Different paths to profit
Even if you’re not in the media game, its fascinating to watch these companies put a value on their efforts and move away from relying on ad sales. After all, getting customers to put money where their eyes are is the challenge for many tech companies too.
There are different – and sometimes conflicting – paths to success for publications. Cook’s Illustrated is doing great by taking no ads, charging for access to its recipes online, and staying away from food fashion. Consumer Reports gets taken seriously because of its clearly defined mission, extensive lab testing, and trustworthiness. By offering specialized business content, the Wall Street Journal has one of the most successful paid-for sites with about 407,000 electronic subscribers.
The New Yorker puts investigations of national security on the cover instead of celebs, yet it has the highest subscription renewal rate of any magazine in the country. A privately owned company, it is thought to be turning a profit of around $10m. Editorial decisions there are never made by focus groups.

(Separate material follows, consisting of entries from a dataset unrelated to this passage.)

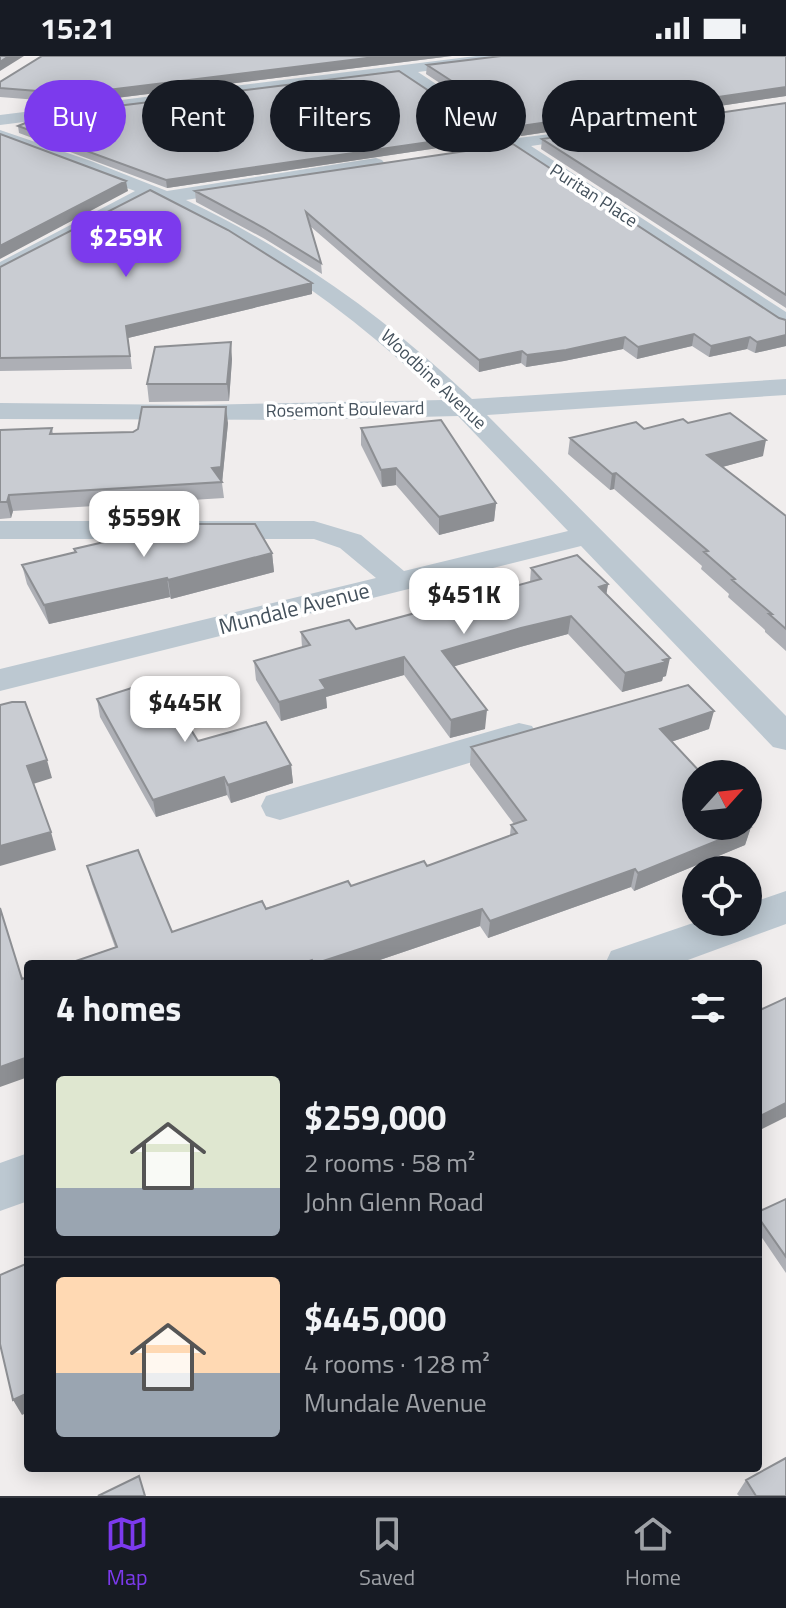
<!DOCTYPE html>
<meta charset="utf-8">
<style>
body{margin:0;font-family:"Titillium Web",sans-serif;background:#20242c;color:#f1f3f6;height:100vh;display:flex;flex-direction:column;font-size:30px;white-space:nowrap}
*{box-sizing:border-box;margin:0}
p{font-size:26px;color:#9ea1a6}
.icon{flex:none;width:44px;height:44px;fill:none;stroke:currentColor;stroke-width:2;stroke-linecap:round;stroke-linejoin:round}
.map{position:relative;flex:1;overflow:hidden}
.panel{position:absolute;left:24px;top:904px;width:738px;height:512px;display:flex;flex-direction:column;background:#171b24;border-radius:8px;box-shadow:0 4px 20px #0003}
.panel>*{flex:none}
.banner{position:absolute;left:24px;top:24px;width:738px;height:72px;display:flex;gap:16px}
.needle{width:52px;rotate:63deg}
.tools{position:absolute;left:682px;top:704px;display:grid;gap:16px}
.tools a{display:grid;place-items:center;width:80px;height:80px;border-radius:50%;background:#171b24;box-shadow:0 4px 20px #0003;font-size:40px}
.price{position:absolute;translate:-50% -68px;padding:0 18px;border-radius:16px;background:#fff;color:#222;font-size:26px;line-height:52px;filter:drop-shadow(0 2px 4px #0008)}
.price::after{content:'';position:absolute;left:50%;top:48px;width:24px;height:18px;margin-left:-12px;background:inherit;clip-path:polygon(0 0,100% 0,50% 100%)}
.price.on{background:#7c3aed;color:#fff}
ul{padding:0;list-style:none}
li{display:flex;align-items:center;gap:24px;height:200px;padding:0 32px}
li+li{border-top:2px solid #363941}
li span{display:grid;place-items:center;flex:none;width:224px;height:160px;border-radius:8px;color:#555}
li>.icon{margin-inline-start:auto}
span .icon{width:96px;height:96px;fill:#fffc;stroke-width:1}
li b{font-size:34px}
h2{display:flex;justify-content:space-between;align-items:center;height:96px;padding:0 32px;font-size:34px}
.pill{padding:0 28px;border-radius:36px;background:#171b24;box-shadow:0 4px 20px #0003;font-size:28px;line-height:72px}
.pill.on{background:#7c3aed;color:#fff}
.status{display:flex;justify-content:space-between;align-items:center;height:56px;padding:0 40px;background:#171b24;direction:ltr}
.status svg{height:22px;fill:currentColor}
.tabs{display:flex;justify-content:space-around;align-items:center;height:112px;border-top:2px solid #363941;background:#171b24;font-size:22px;color:#9ea1a6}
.tabs a{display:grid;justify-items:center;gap:4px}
.tabs .on{color:#7c3aed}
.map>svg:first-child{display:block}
</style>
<div class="status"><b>15:21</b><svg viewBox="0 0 49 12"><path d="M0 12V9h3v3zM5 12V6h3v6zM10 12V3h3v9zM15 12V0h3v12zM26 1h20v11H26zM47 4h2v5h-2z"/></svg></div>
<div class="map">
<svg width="786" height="1440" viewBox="0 0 786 1440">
<rect width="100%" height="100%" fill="#f0eded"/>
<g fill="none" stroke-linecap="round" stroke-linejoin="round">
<path fill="#bcc8d1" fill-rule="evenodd" d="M476,0H519L512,4L418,16L518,82L599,72L602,76L599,80L531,90L786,256V273L778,271L512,93L458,99L455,95L458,91L499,85L400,19L0,69V59Z
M0,74L91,105L167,135L376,102L382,104L385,108L376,114L186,144C293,195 386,262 472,343L786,323V339L487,359L786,660V694L773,691L581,490L0,635V613L376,522L340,492L314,483H0V465H314L361,479L404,515L568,475L458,360L295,364L0,363V347L197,349L443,344C357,261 261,191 151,142L0,222V206L135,135L0,85Z
M519,667L532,670L537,679L532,688L280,764L266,760L261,750L266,740Z
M786,835V868L677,908H605L611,895L696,866H748V848Z
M28,1097V1145L0,1155V1107Z"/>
</g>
<path fill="#adafb5" d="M452,0L76,47L0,41V32Z
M786,0V40L521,80L426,18L427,9Z
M786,47V252L541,93L542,83Z
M18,70L492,77V84L167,132L19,77Z
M513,88L779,262L786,264V290L755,297L747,293L709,301L692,290L637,303L623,293L564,305L526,311L521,307L479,316L310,170L321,207L322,218L265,183L196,146L195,135Z
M0,211L312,227V238L128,282L132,313L0,315Z
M232,303L229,345L149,346L147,328Z
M228,367L222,427L224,442L13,455L11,462L0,463V374L52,372L53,378L133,376Z
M688,367L763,400L722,411L786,460V595L765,576V574L728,541L729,538L701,513L702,510L614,433L610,434L568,398L570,382Z
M361,372L496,447L494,465L439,479L396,429L382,431L361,389Z
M74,493L272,497L274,516L171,543L170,541L49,568L27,528L22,509L75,497Z
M531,512L608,528L606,538L666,620L663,621L662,625L622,636L568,578L520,591L454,610L485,673L450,682L404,619L326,641L327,652L281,665L256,624L254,605L302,591L301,576L356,573L530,526Z
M97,643L198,685L291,709L293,727L231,747L227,739L156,761L100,661Z
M709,673L671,686L751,771L745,789L634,835L631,831L488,882L480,870L368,908H67L115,891L92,828L87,810L172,876L427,810L510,779L511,769L514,768L470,709L471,691Z
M786,1143V1217L758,1176V1156Z
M746,1424L786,1440H739L737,1438Z"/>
<path fill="#8d8f93" d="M9,0H24L0,15V6Z
M383,0H452L76,47L75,38Z
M786,31V40L521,80V70Z
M492,77V84L167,132L166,124Z
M126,125L128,135L0,203V190Z
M312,227V238L128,282L126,270Z
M694,278L692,290L637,303L638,291Z
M786,279V290L755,297L757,286Z
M625,281L623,293L564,305L526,311L527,299Z
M750,281L747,293L709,301L711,290Z
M231,286L232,303L229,345L227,328Z
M522,295L521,307L479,316V304Z
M226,351L228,367L222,427L212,412Z
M766,384L763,400L704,416L707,399Z
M396,412V429L382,431L381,414Z
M616,417L614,433L610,434L612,418Z
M9,439L13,455L11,462L7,446Z
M496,447L494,465L439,479V461Z
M272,497L274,516L171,543L168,524Z
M167,522L170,541L49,568L44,549Z
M608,528L605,547L599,531Z
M571,560L568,578L520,591L442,614V595L521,572Z
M404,601V619L326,641L327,652L281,665L279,646L320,624Z
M670,602L666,620L663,621L662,625L622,636L625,617Z
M487,654L485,673L450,682L451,664Z
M714,655L709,673L656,691L660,673Z
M47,704L52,722L33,728L27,710Z
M291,709L293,727L231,747L228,729Z
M224,721L227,739L156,761L153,744Z
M751,771L745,789L634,835L638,817Z
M51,776L56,794L0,810V790Z
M635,813L631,831L488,882L490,865Z
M482,853L480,870L368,908H314Z
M28,1001V1021L0,1031V1011Z
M786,1047V1061L758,1075V1061Z
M28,1337V1356L22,1359L13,1344Z"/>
<path fill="#c9ccd2" stroke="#8d8f93" stroke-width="2" d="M0,0H9L0,6Z
M42,0H383L75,38L0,32V26Z
M501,0H786V31L521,70L427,9Z
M399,15L492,77L166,124L18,70L45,59Z
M786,47V239L542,83Z
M0,78L126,125L0,190Z
M513,88L779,262L786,264V279L757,286L750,281L711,290L694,278L638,291L625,281L566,294L527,299L522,295L479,304L306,156L321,207L264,172L195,135Z
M150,134L228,174L312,227L126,270L130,300L0,302V211Z
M231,286L227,328H147L155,291Z
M142,351H226L221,411L212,412L222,426L9,439L7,446H0V374L52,372L50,378L133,376L138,373Z
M730,357L766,384L707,399L786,460V573L769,558H772L732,524L735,523L704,496L708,495L616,417L612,418L570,382L636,366L644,373L683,363L688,367Z
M441,364L496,447L439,461L396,412L381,414L361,372Z
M182,468H255L272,497L168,524L167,522L44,549L22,509L76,496L74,493Z
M577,499L608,528L599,531L670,602L663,604L666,606L625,617L571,560L521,572L442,595L487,654L451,664L404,601L320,624L326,633L279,646L254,605L310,589L301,576L349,564L356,573L541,523L531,512Z
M160,623L198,685L266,666L291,709L228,729L224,721L153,744L97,643Z
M688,629L714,655L660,673L702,718H696V770H748V768L751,771L638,817L635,813L490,865L482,853L314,908L312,904L301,908H67L117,891L87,810L138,794L172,876L262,845L266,853L348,825L351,830L424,805L427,810L517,777L511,769L526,764L471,691Z
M12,646H25L47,704L27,710L51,776L0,790V649Z
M0,852L22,923L28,921V1001L0,1011Z
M786,942V1047L758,1061V955Z
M786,1143V1201L758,1161V1156Z
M28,1207V1337L13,1344L0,1288V1219Z
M786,1402V1440H756L746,1424Z
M139,1420L145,1440H98Z"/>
<g text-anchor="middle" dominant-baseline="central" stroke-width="7" stroke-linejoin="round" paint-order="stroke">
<g font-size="18" fill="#44515c" stroke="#fff">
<text transform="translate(594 139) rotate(33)">Puritan Place</text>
<text transform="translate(434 323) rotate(43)">Woodbine Avenue</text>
<text transform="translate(345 353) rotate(-1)">Rosemont Boulevard</text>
</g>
<g font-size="22" fill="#44515c" stroke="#fff">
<text transform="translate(294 552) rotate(-14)">Mundale Avenue</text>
</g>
</g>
</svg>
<div class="tools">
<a><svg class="needle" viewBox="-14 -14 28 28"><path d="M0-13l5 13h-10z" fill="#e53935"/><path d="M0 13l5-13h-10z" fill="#9ea1a6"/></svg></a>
<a><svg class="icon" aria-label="locate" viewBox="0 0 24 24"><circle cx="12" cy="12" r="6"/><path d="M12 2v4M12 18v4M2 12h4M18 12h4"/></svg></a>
</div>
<b class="price on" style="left:126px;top:223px">$259K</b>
<b class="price" style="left:144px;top:503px">$559K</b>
<b class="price" style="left:464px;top:580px">$451K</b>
<b class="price" style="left:185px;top:688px">$445K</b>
<div class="banner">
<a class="pill on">Buy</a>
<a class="pill">Rent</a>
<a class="pill">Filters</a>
<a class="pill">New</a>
<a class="pill">Apartment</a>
</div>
<section class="panel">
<h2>4 homes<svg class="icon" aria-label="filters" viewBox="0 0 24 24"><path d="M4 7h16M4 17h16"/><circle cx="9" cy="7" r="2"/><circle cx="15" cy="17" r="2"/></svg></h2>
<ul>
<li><span style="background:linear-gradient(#dfe7d0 70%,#9aa5b1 0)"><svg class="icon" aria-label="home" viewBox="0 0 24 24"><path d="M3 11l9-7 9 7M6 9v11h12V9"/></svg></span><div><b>$259,000</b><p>2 rooms · 58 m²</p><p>John Glenn Road</p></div></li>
<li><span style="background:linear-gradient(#ffd9b3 60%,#9aa5b1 0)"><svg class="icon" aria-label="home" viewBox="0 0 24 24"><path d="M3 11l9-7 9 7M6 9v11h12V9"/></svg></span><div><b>$445,000</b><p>4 rooms · 128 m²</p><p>Mundale Avenue</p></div></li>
</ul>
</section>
</div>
<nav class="tabs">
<a class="on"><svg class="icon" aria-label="map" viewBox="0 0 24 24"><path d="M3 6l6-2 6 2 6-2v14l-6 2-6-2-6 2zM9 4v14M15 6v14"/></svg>Map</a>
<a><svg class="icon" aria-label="saved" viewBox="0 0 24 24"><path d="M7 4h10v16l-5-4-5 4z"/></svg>Saved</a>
<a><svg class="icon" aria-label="home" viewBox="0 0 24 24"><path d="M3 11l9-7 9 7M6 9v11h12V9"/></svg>Home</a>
</nav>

If you wrote a plan for a magazine and said you thought you could make a profit by publishing 8,000-word pieces on the future of various African nations, hefty analyses of the pension system and a three-part series on global warming, hordes of people would laugh in your face…

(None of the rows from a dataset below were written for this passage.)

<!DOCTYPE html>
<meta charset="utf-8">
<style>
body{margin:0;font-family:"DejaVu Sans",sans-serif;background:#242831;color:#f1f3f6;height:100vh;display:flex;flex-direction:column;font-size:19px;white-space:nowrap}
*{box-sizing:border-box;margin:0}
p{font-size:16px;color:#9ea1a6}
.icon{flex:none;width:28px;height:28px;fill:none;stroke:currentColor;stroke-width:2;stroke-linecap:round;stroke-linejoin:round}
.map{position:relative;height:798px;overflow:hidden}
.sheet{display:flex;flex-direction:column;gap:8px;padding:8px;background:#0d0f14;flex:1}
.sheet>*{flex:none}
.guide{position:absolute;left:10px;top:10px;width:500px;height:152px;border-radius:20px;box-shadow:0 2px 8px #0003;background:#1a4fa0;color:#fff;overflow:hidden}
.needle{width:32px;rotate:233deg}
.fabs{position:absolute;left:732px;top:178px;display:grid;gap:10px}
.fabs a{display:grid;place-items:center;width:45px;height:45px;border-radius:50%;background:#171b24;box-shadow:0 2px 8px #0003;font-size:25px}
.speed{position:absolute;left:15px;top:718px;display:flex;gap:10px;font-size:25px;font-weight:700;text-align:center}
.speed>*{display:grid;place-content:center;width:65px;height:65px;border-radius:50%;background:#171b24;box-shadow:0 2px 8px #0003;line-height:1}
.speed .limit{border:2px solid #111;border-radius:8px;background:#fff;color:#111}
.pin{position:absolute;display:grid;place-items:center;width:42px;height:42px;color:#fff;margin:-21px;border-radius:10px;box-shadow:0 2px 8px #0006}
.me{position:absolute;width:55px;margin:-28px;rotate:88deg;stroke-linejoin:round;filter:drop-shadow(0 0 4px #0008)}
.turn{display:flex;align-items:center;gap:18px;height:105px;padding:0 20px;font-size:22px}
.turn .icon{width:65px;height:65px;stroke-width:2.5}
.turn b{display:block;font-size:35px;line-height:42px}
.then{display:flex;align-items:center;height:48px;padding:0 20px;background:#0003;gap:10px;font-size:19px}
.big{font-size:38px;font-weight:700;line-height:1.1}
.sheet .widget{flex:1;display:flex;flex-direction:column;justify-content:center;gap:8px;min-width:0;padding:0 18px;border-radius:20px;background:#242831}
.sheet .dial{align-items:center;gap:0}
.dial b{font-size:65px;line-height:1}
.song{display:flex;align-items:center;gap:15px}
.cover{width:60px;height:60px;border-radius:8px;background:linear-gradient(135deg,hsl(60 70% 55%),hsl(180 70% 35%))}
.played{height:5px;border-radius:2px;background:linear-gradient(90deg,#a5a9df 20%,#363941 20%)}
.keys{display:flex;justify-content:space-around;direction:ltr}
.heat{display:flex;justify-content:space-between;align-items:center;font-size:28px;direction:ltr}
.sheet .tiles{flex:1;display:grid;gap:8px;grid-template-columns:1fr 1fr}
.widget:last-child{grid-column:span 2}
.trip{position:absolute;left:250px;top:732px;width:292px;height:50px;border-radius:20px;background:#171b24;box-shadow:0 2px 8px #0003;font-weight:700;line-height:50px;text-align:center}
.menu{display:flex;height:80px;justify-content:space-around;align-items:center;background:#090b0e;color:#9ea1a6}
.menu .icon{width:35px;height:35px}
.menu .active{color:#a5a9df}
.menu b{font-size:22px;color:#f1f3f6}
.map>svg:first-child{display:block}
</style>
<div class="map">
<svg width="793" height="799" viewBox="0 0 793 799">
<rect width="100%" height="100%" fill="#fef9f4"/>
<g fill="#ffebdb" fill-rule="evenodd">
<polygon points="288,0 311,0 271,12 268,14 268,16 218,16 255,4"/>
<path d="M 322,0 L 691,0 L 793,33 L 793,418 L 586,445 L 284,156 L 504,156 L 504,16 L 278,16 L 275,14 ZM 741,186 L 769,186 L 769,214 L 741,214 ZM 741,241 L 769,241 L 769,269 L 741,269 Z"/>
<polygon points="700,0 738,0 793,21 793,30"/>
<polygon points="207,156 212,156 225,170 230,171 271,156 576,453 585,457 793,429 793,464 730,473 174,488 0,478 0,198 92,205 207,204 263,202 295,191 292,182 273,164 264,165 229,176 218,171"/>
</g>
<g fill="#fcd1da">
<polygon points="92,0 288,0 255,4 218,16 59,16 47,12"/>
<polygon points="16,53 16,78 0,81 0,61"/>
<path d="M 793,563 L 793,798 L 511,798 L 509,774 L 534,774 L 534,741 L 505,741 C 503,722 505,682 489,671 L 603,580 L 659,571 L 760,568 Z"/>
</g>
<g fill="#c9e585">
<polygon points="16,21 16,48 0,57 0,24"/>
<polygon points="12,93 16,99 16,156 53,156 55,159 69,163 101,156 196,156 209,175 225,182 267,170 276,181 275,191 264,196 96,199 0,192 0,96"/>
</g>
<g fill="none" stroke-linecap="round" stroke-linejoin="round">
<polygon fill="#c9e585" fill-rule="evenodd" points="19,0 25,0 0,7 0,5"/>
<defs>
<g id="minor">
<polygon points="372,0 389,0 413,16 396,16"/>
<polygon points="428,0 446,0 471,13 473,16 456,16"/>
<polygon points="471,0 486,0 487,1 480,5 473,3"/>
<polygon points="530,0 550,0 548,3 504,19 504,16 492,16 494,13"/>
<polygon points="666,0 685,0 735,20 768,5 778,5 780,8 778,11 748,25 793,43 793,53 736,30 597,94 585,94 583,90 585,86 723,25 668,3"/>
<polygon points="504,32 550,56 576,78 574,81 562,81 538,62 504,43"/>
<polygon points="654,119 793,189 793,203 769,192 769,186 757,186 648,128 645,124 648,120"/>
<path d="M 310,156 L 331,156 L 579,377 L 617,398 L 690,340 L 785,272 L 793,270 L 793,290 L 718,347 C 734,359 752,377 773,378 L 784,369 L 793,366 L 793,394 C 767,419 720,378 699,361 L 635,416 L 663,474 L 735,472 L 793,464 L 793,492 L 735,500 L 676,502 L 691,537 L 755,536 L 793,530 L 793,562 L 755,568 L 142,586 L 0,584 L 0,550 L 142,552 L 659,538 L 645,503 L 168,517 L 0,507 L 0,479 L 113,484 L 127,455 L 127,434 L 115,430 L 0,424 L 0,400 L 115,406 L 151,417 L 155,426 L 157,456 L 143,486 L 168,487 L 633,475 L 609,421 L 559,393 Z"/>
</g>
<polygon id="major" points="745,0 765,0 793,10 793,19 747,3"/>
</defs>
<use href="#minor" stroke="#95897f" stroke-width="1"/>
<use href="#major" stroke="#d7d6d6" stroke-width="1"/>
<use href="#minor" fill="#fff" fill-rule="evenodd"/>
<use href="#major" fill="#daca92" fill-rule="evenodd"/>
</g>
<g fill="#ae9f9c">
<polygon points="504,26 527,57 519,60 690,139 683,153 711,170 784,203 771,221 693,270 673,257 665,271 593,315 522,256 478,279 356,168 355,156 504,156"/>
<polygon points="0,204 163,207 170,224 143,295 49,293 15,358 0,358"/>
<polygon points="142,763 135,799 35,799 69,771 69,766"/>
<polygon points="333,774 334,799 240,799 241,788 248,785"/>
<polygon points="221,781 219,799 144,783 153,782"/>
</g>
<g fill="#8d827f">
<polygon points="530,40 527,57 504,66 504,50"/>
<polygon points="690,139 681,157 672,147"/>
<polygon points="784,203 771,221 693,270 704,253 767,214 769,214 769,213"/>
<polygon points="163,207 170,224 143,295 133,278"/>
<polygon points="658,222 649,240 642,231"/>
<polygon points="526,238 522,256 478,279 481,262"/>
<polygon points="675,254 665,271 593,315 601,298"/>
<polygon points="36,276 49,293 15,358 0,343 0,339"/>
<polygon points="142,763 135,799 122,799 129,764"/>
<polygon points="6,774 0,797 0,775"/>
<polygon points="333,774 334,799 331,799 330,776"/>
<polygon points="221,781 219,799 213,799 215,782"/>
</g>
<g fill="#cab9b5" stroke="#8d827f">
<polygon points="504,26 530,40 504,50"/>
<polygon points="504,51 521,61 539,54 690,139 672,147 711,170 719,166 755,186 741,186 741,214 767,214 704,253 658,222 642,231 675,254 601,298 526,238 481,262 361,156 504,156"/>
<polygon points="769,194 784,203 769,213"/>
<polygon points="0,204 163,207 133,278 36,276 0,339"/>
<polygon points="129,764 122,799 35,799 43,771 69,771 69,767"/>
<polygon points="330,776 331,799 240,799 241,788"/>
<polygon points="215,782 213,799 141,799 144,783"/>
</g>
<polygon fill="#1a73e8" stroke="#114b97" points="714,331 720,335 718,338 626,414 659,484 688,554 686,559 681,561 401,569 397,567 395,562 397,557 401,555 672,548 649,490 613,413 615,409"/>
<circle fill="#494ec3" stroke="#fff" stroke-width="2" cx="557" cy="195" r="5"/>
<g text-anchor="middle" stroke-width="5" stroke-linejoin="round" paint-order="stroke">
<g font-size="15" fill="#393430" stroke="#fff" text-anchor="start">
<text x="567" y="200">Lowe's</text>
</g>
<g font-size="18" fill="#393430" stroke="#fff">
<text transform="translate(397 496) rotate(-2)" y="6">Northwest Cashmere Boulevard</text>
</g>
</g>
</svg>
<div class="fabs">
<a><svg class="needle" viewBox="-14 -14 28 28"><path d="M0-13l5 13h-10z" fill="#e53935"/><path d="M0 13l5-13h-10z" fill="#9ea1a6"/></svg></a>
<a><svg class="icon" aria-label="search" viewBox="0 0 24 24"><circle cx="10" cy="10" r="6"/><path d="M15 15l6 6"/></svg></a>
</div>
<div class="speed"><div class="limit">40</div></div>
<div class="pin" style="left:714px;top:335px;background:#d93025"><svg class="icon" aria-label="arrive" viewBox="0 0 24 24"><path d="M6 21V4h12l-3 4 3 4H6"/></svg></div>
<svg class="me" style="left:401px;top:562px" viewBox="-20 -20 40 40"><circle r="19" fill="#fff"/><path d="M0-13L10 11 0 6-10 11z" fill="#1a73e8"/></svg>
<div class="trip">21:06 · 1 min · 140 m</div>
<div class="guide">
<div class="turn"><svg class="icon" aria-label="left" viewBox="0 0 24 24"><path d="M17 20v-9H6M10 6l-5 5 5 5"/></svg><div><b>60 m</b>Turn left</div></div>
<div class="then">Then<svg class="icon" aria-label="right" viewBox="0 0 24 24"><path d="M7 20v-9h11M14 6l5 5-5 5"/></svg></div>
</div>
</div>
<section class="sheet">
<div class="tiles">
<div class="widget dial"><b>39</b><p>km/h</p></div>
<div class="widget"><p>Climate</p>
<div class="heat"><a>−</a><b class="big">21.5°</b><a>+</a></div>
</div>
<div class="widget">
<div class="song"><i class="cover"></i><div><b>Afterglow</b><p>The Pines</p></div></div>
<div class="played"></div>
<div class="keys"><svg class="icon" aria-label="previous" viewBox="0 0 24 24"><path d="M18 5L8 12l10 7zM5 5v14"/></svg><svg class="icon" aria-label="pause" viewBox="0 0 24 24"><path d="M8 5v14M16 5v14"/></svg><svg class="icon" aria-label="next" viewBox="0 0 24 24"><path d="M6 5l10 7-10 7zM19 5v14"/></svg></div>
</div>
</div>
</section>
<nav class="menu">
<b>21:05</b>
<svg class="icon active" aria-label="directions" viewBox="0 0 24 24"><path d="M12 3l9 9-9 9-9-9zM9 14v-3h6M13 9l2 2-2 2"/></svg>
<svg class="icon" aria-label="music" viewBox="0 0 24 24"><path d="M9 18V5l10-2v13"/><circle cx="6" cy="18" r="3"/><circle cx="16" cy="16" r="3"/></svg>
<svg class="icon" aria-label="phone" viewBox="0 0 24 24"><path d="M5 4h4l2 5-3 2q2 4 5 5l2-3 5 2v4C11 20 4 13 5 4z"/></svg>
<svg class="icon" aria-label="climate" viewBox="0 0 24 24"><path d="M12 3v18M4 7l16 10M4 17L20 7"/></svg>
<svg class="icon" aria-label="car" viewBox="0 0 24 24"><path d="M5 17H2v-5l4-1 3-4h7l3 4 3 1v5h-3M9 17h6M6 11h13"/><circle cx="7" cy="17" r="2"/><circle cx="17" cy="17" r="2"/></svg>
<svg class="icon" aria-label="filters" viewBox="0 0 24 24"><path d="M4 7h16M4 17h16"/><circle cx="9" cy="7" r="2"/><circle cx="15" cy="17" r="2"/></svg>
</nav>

No focus group is ever involved in an editorial decision. As [editor David Remnick] puts it, it doesn’t take a genius to work out that one hundred per cent of his readers are not going to get home from work, put their keys down and say: You know, honey, what I need to do now is read 10,000 words on Congo. ‘So you throw it out there, and you hope that there are some things that people will immediately read – cartoons, shorter things, Anthony Lane, Talk of the Town. And then, eventually, the next morning on the train, somebody sees this piece, and despite its seeming formidableness, they read it.’
A stripped down formula brings profits to The Week
And then there’s the success of The Week. Its inspiration: Time magazine’s first issue in 1923 which called for 100 articles – each one less than 400 words – in each week’s issue. That is just one of the many approaches The Week is taking that are completely different than other magazines…
Most weekly news magazines: Hundreds of employees.
The Week: 18 employees at the magazine, 15 at the site.
Competitors: Heavy essays.
The Week: 100 word news bites in simple language.
Competitors: Artful photo spreads.
The Week: Small photographs and minimalist graphics.
Competitors: Expand or reduce editorial content based on ad sales each week.
The Week: Limits the number of ad pages it sells to 20.
Competitors: Expensive reporting and guest columnists.
The Week: No bylines, content is synopses of reporting by other news organizations.
Competitors: Rely on both newsstand sales and subscribers.
The Week: Relies on subscribers for all but a tiny sliver of circulation revenue.
With this approach, The Week is profitable and growing steadily. It’s on track to make $6.3 million this year and its total circulation has grown by 5x since it launched in 2001. (It’s not doing any original reporting though, so you could make a case that it’s just piggybacking on the efforts of others.)
What’s funny is how those numbers aren’t big enough for others in the industry. Mark Edmiston, a former Newsweek president and founder of Nomad Editions, is quoted as saying, “This is not a multimillion-circulation publication, and that’s where you’re going to hit the profits…It doesn’t have a mass market appeal, nor do I ever think it will. It’s very difficult to generate a $30 million, $40 million profit when you’re that small.”
Newsflash: When you’re that small, you don’t NEED to generate $40 million in profit. That’s the nice thing about being small. 300 employees generating $30 million in profit – the multimillion-circulation publication model – is $100,000 per employee. With 32 employees generating $6.3 million, The Week is generating nearly $200,000 per employee. If you’re making twice as much per staffer as your competition, that ain’t too shabby.